Each line below with the word "xChannelSelector" needs to be copied.

##### GIVEN DATA #####

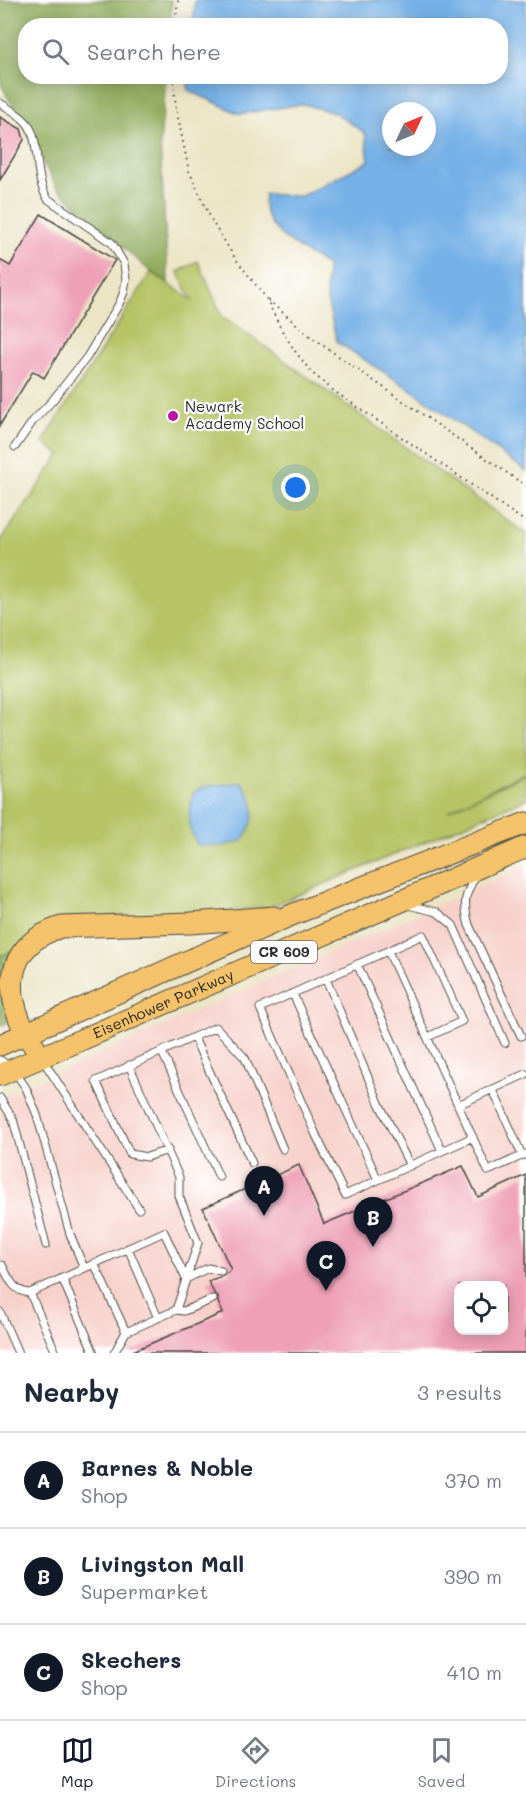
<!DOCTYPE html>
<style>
:root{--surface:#fff;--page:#f6f6f7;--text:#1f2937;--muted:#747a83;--line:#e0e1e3;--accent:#111827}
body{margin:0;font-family:Mali,sans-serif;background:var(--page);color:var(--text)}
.controls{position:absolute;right:18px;bottom:18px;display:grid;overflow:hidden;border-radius:12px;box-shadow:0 3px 15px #0003}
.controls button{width:54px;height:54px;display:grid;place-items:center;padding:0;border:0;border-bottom:2px solid var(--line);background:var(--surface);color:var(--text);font:30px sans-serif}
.compass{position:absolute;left:382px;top:102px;width:54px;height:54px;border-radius:50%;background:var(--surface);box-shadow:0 3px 15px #0003;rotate:46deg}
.you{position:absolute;left:296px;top:488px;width:21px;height:21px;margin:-15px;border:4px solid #fff;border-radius:50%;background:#1a73e8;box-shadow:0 0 0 9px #1a73e833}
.badge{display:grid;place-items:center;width:39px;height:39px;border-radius:50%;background:var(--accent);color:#fff;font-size:20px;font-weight:700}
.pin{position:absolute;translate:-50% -50px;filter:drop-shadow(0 2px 3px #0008)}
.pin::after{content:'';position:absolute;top:32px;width:21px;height:18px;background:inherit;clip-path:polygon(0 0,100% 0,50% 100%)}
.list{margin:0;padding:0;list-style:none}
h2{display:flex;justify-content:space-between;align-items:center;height:78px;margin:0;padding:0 24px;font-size:26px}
h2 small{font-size:20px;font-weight:400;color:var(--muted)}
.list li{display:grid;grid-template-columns:39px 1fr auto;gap:18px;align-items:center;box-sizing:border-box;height:96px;padding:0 24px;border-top:2px solid var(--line)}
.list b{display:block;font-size:22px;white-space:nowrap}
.list p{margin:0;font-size:20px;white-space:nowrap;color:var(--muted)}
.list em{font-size:20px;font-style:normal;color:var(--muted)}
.icon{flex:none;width:33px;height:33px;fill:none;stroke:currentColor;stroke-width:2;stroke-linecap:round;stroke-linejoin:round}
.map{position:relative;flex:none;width:526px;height:1353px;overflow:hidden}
.search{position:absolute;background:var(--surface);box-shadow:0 3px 15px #0003;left:18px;right:18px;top:18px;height:66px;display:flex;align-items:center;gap:15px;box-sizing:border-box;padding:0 21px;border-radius:24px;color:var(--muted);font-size:22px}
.sheet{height:366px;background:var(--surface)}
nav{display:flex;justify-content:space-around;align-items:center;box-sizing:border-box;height:84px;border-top:2px solid var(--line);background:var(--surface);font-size:16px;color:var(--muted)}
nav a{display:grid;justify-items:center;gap:3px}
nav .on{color:var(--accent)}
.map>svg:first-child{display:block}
.built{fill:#f7d0ca;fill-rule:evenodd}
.green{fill:#b6c466;stroke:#707848;stroke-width:1.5}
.forest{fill:#90aa5b;stroke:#5e6a43;stroke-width:1.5}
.water{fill:#75b0e6;stroke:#506e88;stroke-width:1.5;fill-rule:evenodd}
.building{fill:#eea0b7;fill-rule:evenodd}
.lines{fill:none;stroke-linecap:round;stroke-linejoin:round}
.lane-casing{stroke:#484742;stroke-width:9}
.primary-casing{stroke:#484742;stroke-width:23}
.path{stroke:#484742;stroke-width:2;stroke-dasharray:1.5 4.5;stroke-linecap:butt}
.lane{stroke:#fff;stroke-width:7}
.primary{stroke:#f3c26a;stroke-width:21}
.poi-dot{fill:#b5179e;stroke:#fff;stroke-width:2}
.labels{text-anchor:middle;stroke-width:4.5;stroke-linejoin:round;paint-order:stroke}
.shield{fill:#fff;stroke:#6b6b6b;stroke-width:1.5}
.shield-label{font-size:14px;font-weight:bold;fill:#2b2b2b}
.poi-label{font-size:15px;fill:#2b2b2b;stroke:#fff;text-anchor:start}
.street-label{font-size:15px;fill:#2b2b2b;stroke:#fff}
</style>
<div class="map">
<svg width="526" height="1353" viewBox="0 0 526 1353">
<rect width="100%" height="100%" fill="#fff"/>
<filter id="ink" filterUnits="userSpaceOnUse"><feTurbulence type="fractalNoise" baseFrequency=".0167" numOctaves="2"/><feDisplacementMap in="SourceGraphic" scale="12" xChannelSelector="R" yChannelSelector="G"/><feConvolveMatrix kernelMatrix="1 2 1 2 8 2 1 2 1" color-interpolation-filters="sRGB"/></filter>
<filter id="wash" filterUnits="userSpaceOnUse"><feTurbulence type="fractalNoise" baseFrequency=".008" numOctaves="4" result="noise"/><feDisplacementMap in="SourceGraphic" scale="24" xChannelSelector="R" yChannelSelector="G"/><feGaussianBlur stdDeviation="1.35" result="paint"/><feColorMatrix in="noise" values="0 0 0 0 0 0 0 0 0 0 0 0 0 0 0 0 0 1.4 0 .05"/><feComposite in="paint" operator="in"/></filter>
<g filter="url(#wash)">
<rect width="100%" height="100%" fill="#ebe4c5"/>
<!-- built -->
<path class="built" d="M 526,866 L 526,1353 L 0,1353 L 0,1098 ZM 458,1286 L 504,1286 L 504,1330 L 458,1330 Z"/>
<!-- green -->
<path class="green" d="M 198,261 L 222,316 L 526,534 L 526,772 L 448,811 L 526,774 L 526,799 L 272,906 L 217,913 L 63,918 L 11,952 L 0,956 L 0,542 L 60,455 L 43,442 L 151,272 L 192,300 L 178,272 Z"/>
<!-- forest -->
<path class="forest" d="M 0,0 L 172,0 L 170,25 L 26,26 L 26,76 L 166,77 L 160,143 L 168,282 L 151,272 L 57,188 L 0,82 Z
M 11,952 L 8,1022 L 0,1026 L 0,956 Z"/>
<!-- water -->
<path class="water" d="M 195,0 L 526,0 L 526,471 L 415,392 L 337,342 L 326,295 L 327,266 C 303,250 257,230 265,194 L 301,196 L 369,161 L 365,133 L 335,113 L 303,104 L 240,114 L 188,90 L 189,76 L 500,76 L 500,26 L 193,25 ZM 391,111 L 427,111 L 427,147 L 391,147 Z
M 241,782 C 258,802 257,820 242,841 L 222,846 L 198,845 C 186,827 188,811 194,792 L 204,787 Z"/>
<g id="blocks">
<!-- building -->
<path class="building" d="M 0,117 L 21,129 L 24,140 L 0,180 Z
M 41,214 L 115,260 L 44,378 L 33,371 L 0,425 L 0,260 L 10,266 Z
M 299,1165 L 324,1224 L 463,1166 L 478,1197 L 526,1175 L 526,1353 L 128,1353 L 223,1313 L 218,1302 L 218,1296 L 214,1293 L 208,1281 L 223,1276 L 231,1270 L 203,1208 ZM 459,1286 L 504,1286 L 504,1330 L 459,1330 Z"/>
</g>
</g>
<g filter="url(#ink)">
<use href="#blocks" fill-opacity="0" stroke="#484742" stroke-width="1.5"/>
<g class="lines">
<!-- lane casing -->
<g class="lane-casing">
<path id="lane" d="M 0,103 C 9,109 20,114 27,123 C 41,140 33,178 48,199 L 112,243 L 124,264 L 126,279 L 124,292 L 119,304 L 87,357 L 52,401 L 33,421 L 15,447
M 477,874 C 464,895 463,902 469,925 L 521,1036
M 408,905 L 437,912 L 453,925 L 505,1043
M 388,951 L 488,1171 L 526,1154
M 357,964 L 442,1151
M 326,979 L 379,1103 L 410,1166
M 293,994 L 378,1180
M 428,1037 L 462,1021 L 423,935 L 260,1008 L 316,1135 L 345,1195 L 473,1137
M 194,1038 L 252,1163
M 162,1052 L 219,1177
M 0,1060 L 13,1069 L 26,1088 L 37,1115 L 70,1234 L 84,1268
M 43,1060 L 139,1209
M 493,1090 L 522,1155
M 0,1098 L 13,1119 L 46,1245
M 458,1105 L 526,1074
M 168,1150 L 147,1157 L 130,1154 L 96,1081 L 216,1027 L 245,1058 L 283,1149
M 128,1248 L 158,1318
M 94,1263 L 126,1332
M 2,1265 C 9,1278 13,1292 30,1293 L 164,1232 L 186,1279 L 208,1268 L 221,1271
M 62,1278 L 94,1353
M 30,1293 L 56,1353
M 176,1310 L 184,1311 L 213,1299
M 0,1312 L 18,1353
M 114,1353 L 126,1332 L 176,1310 L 198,1243 L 179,1196 L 179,1177 L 129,1065"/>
</g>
<!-- primary casing -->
<g class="primary-casing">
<g id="primary">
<path d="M 0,1045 L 289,916 L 526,823"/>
<path d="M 34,1046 C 3,1001 0,946 61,927 L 191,923 L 274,917"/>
<path id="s1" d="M 0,1075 L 526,847"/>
</g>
</g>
<!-- path -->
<path class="path" d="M 175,26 L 178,0
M 173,76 L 176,108 L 189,171 L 213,223 L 235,258 L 266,298 L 281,329 L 295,351 L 311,372 L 334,391 L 526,522
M 268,300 L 315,340 L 526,486"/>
<!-- lane -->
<use href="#lane" class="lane"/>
<!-- primary -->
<use href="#primary" class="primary"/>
</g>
</g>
<!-- markers -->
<circle class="poi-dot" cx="173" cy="416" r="6"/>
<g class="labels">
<!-- shield labels -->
<rect class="shield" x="251" y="941" width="66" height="22" rx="4.5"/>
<g class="shield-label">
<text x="284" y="957">CR 609</text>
</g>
<!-- poi labels -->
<g class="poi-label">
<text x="185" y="412">Newark<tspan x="185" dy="17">Academy School</tspan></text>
</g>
<!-- street labels -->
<g class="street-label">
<text dy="5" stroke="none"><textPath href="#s1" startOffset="178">Eisenhower Parkway</textPath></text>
</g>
</g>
</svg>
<div class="controls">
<button><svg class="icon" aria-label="locate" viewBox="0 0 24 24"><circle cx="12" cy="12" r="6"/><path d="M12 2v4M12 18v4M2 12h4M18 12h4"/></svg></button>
</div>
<svg class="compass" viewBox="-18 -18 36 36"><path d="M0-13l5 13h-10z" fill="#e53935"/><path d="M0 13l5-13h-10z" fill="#747a83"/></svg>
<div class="you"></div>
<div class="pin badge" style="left:264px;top:1216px">A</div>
<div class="pin badge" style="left:373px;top:1247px">B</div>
<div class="pin badge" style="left:326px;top:1291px">C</div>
<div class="search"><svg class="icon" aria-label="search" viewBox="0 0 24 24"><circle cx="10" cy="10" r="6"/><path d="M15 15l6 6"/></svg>Search here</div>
</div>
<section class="sheet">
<h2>Nearby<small>3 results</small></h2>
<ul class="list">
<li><span class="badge">A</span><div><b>Barnes &amp; Noble</b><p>Shop</p></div><em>370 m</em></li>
<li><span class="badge">B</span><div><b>Livingston Mall</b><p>Supermarket</p></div><em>390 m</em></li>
<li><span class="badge">C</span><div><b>Skechers</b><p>Shop</p></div><em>410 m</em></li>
</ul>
</section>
<nav>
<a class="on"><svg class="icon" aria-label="map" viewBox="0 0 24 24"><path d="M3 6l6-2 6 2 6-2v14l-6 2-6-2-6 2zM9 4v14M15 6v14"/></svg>Map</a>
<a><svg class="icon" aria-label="directions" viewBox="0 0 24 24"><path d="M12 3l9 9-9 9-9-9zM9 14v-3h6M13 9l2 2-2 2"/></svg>Directions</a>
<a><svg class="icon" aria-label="saved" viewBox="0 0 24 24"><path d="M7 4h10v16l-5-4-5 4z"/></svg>Saved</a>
</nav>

#####

* **TASK RESPONSE**:
<filter id="ink" filterUnits="userSpaceOnUse"><feTurbulence type="fractalNoise" baseFrequency=".0167" numOctaves="2"/><feDisplacementMap in="SourceGraphic" scale="12" xChannelSelector="R" yChannelSelector="G"/><feConvolveMatrix kernelMatrix="1 2 1 2 8 2 1 2 1" color-interpolation-filters="sRGB"/></filter>
<filter id="wash" filterUnits="userSpaceOnUse"><feTurbulence type="fractalNoise" baseFrequency=".008" numOctaves="4" result="noise"/><feDisplacementMap in="SourceGraphic" scale="24" xChannelSelector="R" yChannelSelector="G"/><feGaussianBlur stdDeviation="1.35" result="paint"/><feColorMatrix in="noise" values="0 0 0 0 0 0 0 0 0 0 0 0 0 0 0 0 0 1.4 0 .05"/><feComposite in="paint" operator="in"/></filter>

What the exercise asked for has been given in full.